Nothing but the lines from the one that contains "Convert this screen" to the end of the records should be printed, both ends included, exactly as given.
^^^^
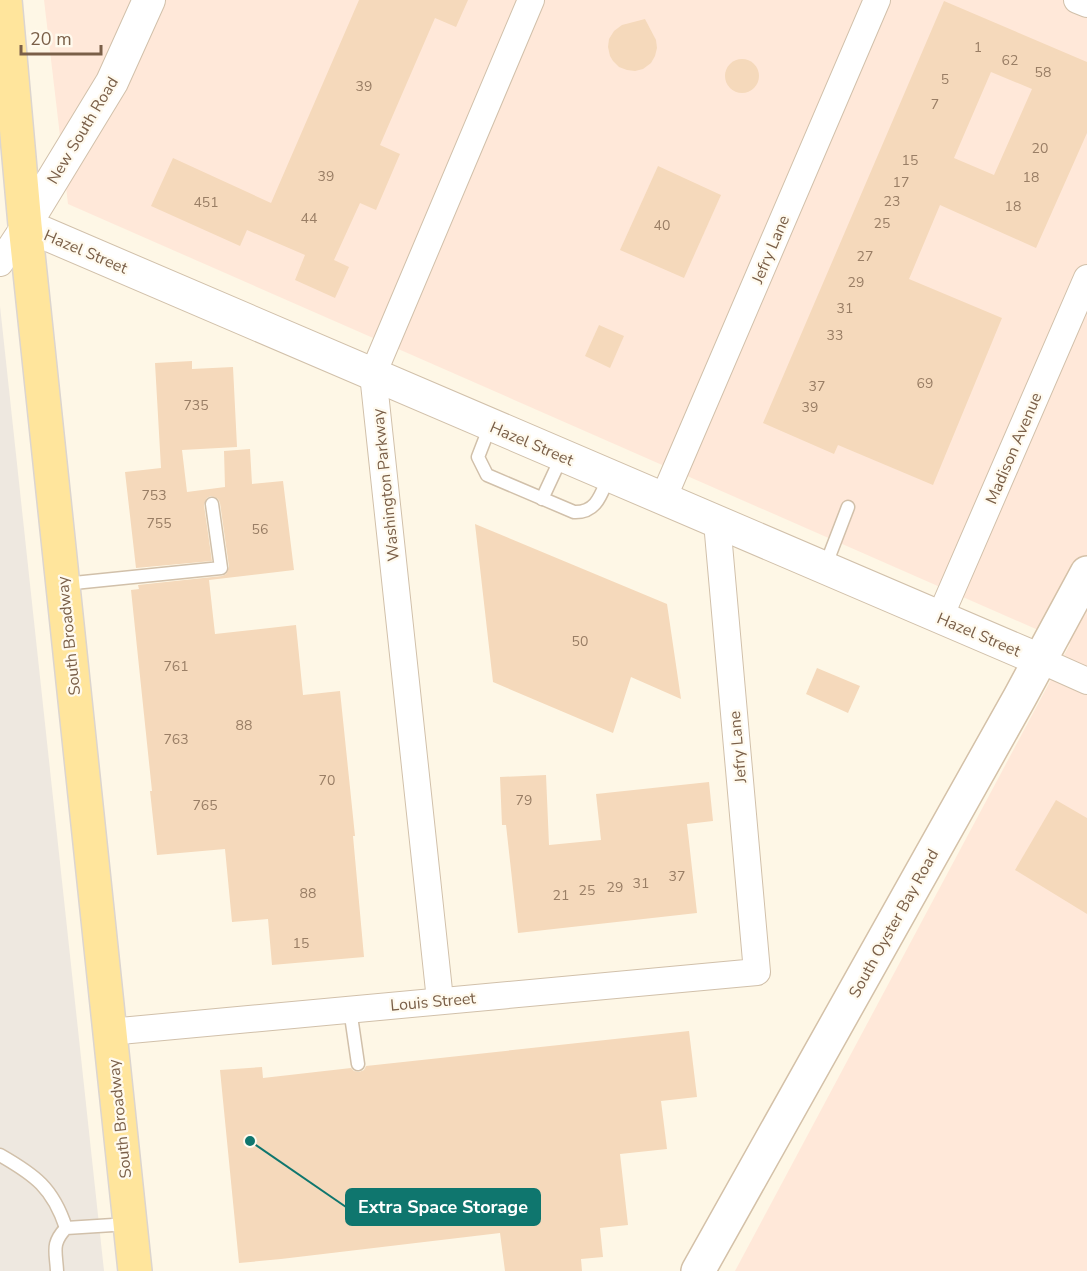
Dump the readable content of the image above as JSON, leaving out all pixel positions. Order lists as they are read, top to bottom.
{
  "streets": {
    "main road": ["South Broadway", "South Oyster Bay Road"],
    "street": [
      "New South Road",
      "Jefry Lane",
      "Hazel Street",
      "Madison Avenue",
      "Washington Parkway",
      "Louis Street"
    ]
  },
  "crossings": [
    ["New South Road", "Hazel Street"],
    ["New South Road", "South Broadway"],
    ["Jefry Lane", "Hazel Street"],
    ["Jefry Lane", "Louis Street"],
    ["Hazel Street", "Madison Avenue"],
    ["Hazel Street", "Washington Parkway"],
    ["Hazel Street", "South Broadway"],
    ["Hazel Street", "South Oyster Bay Road"],
    ["Washington Parkway", "Louis Street"],
    ["South Broadway", "Louis Street"]
  ],
  "places": ["Extra Space Storage"],
  "house_numbers": [
    "1",
    "62",
    "58",
    "5",
    "39",
    "7",
    "20",
    "15",
    "39",
    "18",
    "17",
    "23",
    "451",
    "18",
    "44",
    "25",
    "40",
    "27",
    "29",
    "31",
    "33",
    "69",
    "37",
    "735",
    "39",
    "753",
    "755",
    "56",
    "50",
    "761",
    "88",
    "763",
    "70",
    "79",
    "765",
    "37",
    "31",
    "29",
    "25",
    "88",
    "21",
    "15"
  ],
  "scale_bar": "20 m"
}
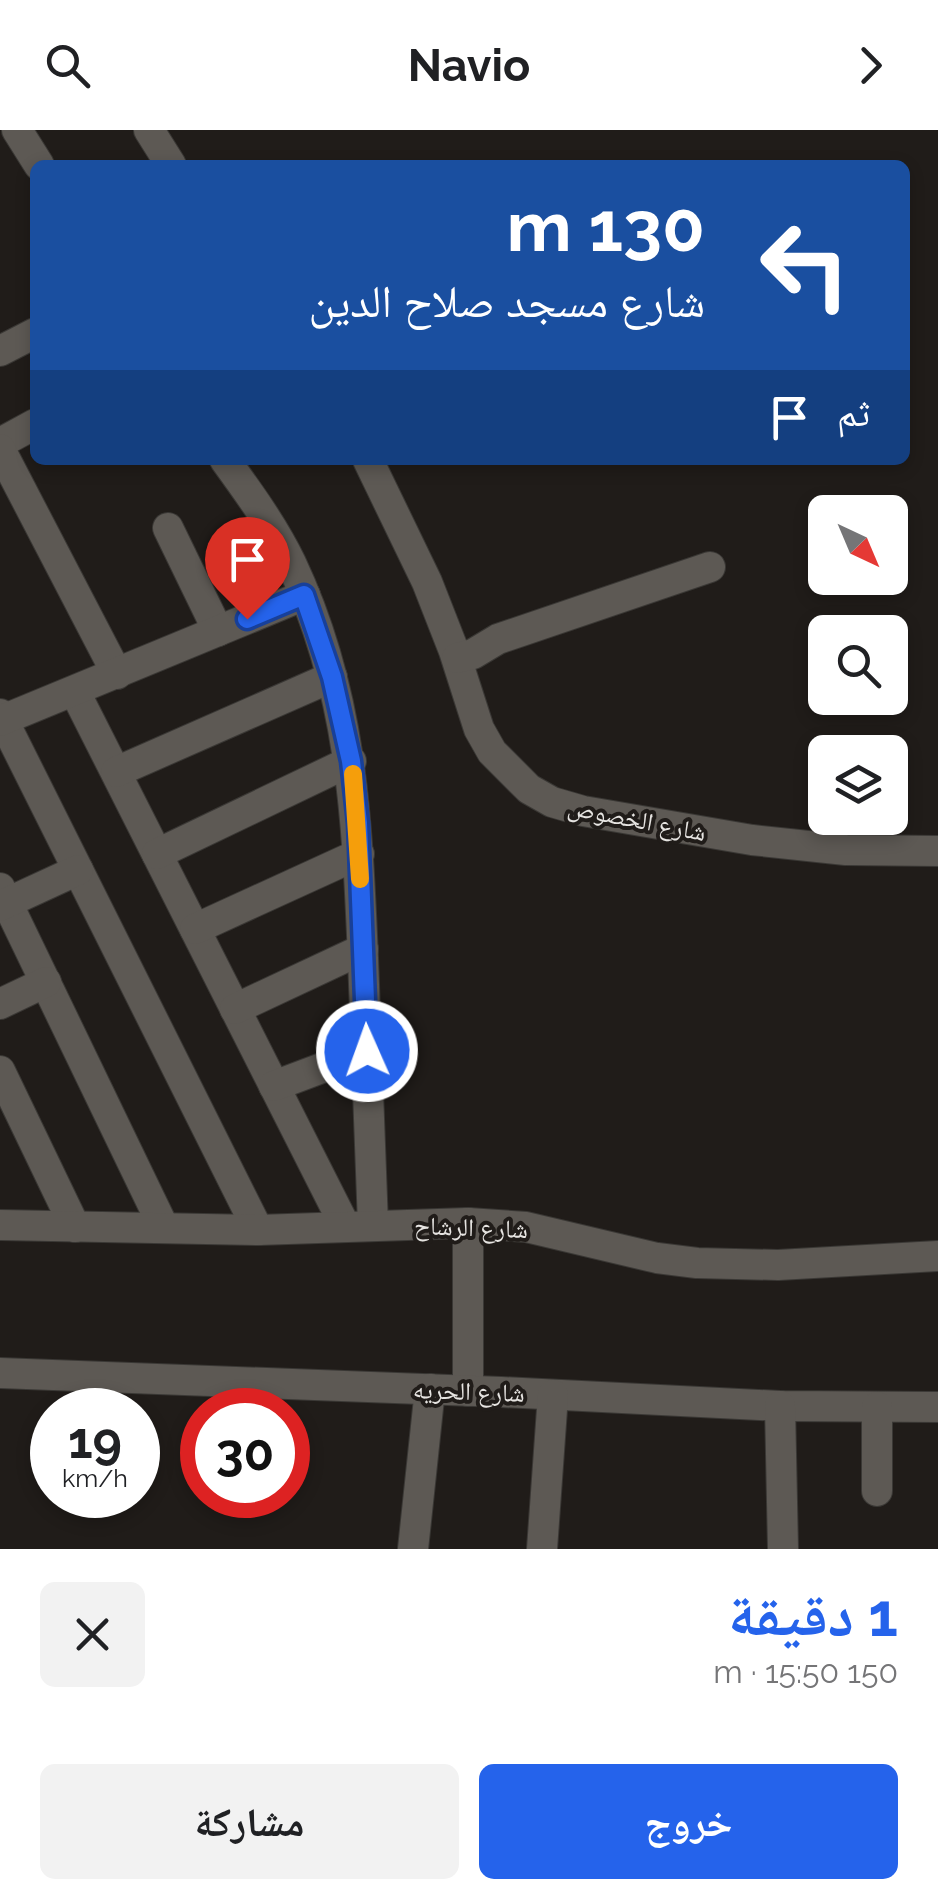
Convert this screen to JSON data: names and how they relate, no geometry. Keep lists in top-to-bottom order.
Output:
^^^^
Exercise response |
Convert this screen to JSON data: names and how they relate, no geometry. Keep lists in top-to-bottom order.
Output:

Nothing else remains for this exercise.